Develop a foundation of essential knowledge about the cultural, social, and natural worlds, including:
- demonstrating knowledge of history, current issues, concepts, organization, philosophies and theories in the field of criminal justice.
- demonstrating an understanding of local ordinances, State Statutes and Federal Law, the purpose and function of police, courts, and corrections.
- demonstrating an understanding of the judicial review process, political, cultural and social forces which impact the police, courts, corrections, suspects, victims, and other parties involved in the criminal justice system.
Develop intellectual and practical skills, including:
- communicating appropriately and effectively in work situations.
- obtaining and refining the necessary skills in interpersonal communication, mathematics, basic crime statistics, as the skills are related to public contact and employment in the criminal justice system.
- utilizing the intellectual and practical skills necessary to represent a private or public agency in a professional manner
- developing the writing and public speaking skills necessary to communicate in small and large groups to prepare employment and further education.
Demonstrate personal and social responsibility, including:
- identifying career opportunities in criminal justice and the skills and attributes that employers are seeking and creating an understanding that employers often require continued higher education, citizenship, and service to others for initial placement and promotion.
- comparing and contrasting traditional, developing and future trends and ideas in criminal justice.
- developing a basic understanding of race, sex, color, religion, age, national origin, disability, marital status, status with regard to public assistance, sexual orientation, gender identification, and social class as related to criminal justice issues. This basic understanding should lead to tolerance, valuing differences, and leading to the acceptance of others.

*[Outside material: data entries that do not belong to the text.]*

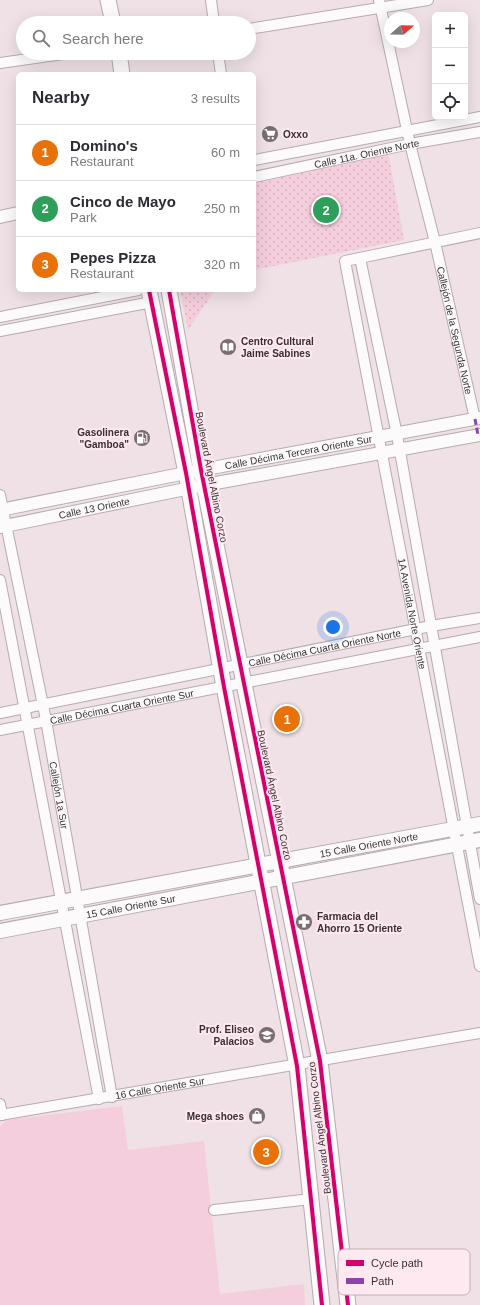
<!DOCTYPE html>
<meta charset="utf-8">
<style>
:root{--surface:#fff;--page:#f7f7f7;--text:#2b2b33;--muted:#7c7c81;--line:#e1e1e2;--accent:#2563eb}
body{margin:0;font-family:Arial,sans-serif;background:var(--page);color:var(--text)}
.controls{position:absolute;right:12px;top:12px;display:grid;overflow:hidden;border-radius:6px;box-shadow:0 4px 16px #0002}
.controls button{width:36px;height:36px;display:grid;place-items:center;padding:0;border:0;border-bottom:1px solid var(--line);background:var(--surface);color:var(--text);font:20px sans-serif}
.compass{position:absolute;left:384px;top:12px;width:36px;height:36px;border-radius:50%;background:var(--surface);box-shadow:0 4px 16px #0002;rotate:70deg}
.you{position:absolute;left:333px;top:627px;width:14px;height:14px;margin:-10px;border:3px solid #fff;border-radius:50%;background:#1a73e8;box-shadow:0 0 0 6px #1a73e833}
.badge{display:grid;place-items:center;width:26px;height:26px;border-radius:50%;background:var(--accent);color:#fff;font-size:13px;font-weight:700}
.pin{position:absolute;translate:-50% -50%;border:2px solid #fff;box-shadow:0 1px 4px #0006}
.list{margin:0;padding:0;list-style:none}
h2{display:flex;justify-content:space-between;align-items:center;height:52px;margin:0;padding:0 16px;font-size:17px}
h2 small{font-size:13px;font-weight:400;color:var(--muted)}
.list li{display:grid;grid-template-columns:26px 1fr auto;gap:12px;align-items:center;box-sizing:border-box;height:56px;padding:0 16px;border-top:1px solid var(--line)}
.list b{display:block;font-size:15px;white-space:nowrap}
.list p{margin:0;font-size:13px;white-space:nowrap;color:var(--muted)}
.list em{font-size:13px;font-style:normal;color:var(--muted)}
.icon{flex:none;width:22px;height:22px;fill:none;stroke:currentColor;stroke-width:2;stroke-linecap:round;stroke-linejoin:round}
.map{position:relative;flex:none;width:480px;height:1305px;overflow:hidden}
.search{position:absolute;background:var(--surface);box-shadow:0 4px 16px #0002;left:16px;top:16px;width:240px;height:44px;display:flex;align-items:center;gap:10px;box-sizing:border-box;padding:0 14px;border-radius:22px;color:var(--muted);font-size:15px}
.panel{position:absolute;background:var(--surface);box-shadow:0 4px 16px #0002;left:16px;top:72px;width:240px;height:220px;border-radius:6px}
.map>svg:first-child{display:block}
</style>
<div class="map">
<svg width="480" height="1305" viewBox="0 0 480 1305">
<defs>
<pattern id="park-dots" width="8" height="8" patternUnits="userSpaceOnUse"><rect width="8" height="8" fill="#f5cedd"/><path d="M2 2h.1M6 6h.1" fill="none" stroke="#d3b1be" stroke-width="1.8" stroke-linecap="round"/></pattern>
</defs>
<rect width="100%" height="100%" fill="#efe1e6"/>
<g fill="url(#park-dots)">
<polygon points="388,152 404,240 254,270 254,179"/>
<polygon points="180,290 215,290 188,330"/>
</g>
<polygon fill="#f5cedd" points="122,1106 128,1150 204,1141 220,1294 304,1284 305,1305 0,1305 0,1126 7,1120"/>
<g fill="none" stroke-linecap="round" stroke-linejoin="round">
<g stroke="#b6abaf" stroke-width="12">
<g id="minor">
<polyline points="211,0 214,23"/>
<path id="s1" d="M379,0L410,144L435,242L475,419"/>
<polyline points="249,29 428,0"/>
<polyline points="218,53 221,74"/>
<polyline points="0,63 70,53"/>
<polyline points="254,160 480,117"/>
<path id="s2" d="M254,177L410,144L480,132"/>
<path id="s3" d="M480,233L345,261L480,966"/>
<polyline points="360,258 397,435 480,899"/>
<polyline points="0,317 138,290"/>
<polyline points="0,331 152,302"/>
<path id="s4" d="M0,495L46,720L112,1097"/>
<polyline points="0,580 99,1099"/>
<path id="s5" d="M0,713L431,626L480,618"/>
<path id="s6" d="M0,730L480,637"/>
<polyline points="0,1104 2,1115"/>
<path id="s7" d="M0,1115L480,1033"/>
<polyline points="214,1210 311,1199"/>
</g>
</g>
<g stroke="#b6abaf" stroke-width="14">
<g id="tertiary">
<polyline points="0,217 18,213"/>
<path id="s8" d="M0,510L201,470L480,418"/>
<path id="s9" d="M0,527L205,485L480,435"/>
</g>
</g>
<g stroke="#b6abaf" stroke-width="16">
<g id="secondary">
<path id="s10" d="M0,913L480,824"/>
<path id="s11" d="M0,931L480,840"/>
</g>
</g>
<g stroke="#b6abaf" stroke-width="17">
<g id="primary">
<polyline points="108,0 113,23"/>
<polyline points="119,53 122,74"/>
<polyline points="149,290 186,473 224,687 297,1066 322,1305"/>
<polyline points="169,290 201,470 320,1061 348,1305"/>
</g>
</g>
<use href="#minor" stroke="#fdfafb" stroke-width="10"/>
<use href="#tertiary" stroke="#fdfafb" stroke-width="12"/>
<use href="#secondary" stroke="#fdfafb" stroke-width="14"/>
<use href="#primary" stroke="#fdfafb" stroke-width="15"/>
<polyline stroke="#8e44ad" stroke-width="3" stroke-dasharray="6 3" stroke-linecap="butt" points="475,419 478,435"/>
<g stroke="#fee9f1" stroke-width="6">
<g id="cycleway">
<polyline points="149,290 186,473 224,687 297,1066 322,1305"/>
<polyline points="169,290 201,470 320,1061 348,1305"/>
</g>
</g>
<use href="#cycleway" stroke="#d6006c" stroke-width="4"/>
</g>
<defs>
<g id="supermarket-disc" transform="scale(0.9)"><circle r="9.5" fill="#796d72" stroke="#fee9f1"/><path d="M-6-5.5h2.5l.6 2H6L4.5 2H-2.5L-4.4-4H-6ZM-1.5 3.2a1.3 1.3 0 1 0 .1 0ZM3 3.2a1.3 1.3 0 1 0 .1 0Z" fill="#fff"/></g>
<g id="library-disc" transform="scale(0.9)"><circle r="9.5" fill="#796d72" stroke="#fee9f1"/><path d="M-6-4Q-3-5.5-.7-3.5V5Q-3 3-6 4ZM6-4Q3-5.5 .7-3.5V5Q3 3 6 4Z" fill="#fff"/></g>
<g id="fuel-disc" transform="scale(0.9)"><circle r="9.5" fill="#796d72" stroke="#fee9f1"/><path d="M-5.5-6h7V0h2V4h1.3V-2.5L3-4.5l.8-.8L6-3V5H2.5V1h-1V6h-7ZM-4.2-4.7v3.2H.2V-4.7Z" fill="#fff"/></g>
<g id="pharmacy-disc" transform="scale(0.9)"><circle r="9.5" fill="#796d72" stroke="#fee9f1"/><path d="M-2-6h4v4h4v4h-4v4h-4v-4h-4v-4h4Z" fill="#fff"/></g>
<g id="school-disc" transform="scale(0.9)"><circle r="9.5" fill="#796d72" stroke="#fee9f1"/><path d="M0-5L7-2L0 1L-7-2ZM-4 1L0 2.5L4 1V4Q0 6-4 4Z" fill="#fff"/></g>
<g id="shop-disc" transform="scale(0.9)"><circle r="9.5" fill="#796d72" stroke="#fee9f1"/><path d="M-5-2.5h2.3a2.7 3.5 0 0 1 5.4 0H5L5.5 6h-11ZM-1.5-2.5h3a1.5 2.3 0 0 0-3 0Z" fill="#fff"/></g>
</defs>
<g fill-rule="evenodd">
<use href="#supermarket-disc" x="270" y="134"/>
<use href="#library-disc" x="228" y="347"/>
<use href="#fuel-disc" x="142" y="438"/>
<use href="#pharmacy-disc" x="304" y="922"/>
<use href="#school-disc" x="267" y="1035"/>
<use href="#shop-disc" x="257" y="1116"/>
</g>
<g text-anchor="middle" stroke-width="4" stroke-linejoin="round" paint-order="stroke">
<g font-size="10" font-weight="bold" fill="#392f33" stroke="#fee9f1" text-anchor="start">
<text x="283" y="138">Oxxo</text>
<text x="241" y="345">Centro Cultural<tspan x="241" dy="12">Jaime Sabines</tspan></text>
<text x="129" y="436" text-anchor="end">Gasolinera<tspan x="129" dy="12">"Gamboa"</tspan></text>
<text x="317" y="920">Farmacia del<tspan x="317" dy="12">Ahorro 15 Oriente</tspan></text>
<text x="254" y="1033" text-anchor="end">Prof. Eliseo<tspan x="254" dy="12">Palacios</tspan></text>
<text x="244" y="1120" text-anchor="end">Mega shoes</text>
</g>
<g font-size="10" fill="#392f33" stroke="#fee9f1">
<text dy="4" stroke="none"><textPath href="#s2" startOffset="115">Calle 11a. Oriente Norte</textPath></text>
<text dy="4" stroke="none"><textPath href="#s1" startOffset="339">Callejón de la Segunda Norte</textPath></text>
<text dy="4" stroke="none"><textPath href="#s8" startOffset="304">Calle Décima Tercera Oriente Sur</textPath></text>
<text transform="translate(212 477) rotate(79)" y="4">Boulevard Ángel Albino Corzo</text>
<text dy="4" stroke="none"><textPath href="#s9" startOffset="96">Calle 13 Oriente</textPath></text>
<text dy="4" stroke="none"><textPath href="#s3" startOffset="497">1A Avenida Norte Oriente</textPath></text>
<text dy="4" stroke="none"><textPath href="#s5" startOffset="331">Calle Décima Cuarta Oriente Norte</textPath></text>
<text dy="4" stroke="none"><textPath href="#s6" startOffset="124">Calle Décima Cuarta Oriente Sur</textPath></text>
<text dy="4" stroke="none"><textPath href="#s4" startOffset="306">Callejón 1a Sur</textPath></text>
<text transform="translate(275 795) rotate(78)" y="4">Boulevard Ángel Albino Corzo</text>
<text dy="4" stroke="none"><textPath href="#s10" startOffset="375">15 Calle Oriente Norte</textPath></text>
<text dy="4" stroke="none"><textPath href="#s11" startOffset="133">15 Calle Oriente Sur</textPath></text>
<text dy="4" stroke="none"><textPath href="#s7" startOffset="162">16 Calle Oriente Sur</textPath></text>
<text transform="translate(319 1128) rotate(-97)" y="4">Boulevard Ángel Albino Corzo</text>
</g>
</g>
<rect x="338" y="1249" width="132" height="46" rx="6" fill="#fee9f1" stroke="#c3b1b8" stroke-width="1"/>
<rect x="346" y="1260" width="18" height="6" fill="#d6006c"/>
<rect x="346" y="1278" width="18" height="6" fill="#8e44ad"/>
<g font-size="11" fill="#392f33">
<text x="371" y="1267">Cycle path</text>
<text x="371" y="1285">Path</text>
</g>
</svg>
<div class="controls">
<button>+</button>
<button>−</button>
<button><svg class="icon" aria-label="locate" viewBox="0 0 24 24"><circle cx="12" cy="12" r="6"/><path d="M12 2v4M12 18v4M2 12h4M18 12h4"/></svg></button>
</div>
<svg class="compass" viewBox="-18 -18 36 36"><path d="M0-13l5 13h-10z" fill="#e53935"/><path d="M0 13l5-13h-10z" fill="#7c7c81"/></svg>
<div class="you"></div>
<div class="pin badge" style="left:287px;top:719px;background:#e8710a">1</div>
<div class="pin badge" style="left:326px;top:210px;background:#2e9e5b">2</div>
<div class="pin badge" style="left:266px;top:1152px;background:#e8710a">3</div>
<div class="search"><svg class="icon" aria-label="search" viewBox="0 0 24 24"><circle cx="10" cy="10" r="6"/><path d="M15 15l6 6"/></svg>Search here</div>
<section class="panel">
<h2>Nearby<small>3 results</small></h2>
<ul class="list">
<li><span class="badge" style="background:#e8710a">1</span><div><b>Domino's</b><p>Restaurant</p></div><em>60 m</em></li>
<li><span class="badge" style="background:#2e9e5b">2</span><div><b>Cinco de Mayo</b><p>Park</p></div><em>250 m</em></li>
<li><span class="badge" style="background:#e8710a">3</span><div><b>Pepes Pizza</b><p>Restaurant</p></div><em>320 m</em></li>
</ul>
</section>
</div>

Demonstrate integrative and applied learning, including:
- articulating the history and application of Criminal Justice with respect to Law Enforcement, as well as its relationship to the other social sciences.
- analyzing complex material, including constitutional law, State and Federal court rulings and having the ability to read and understand basic criminal justice related and court documents.
- applying concepts used in the Criminal Justice profession.
Upon completion of the program the student will prepared to transfer to a baccalaureate program.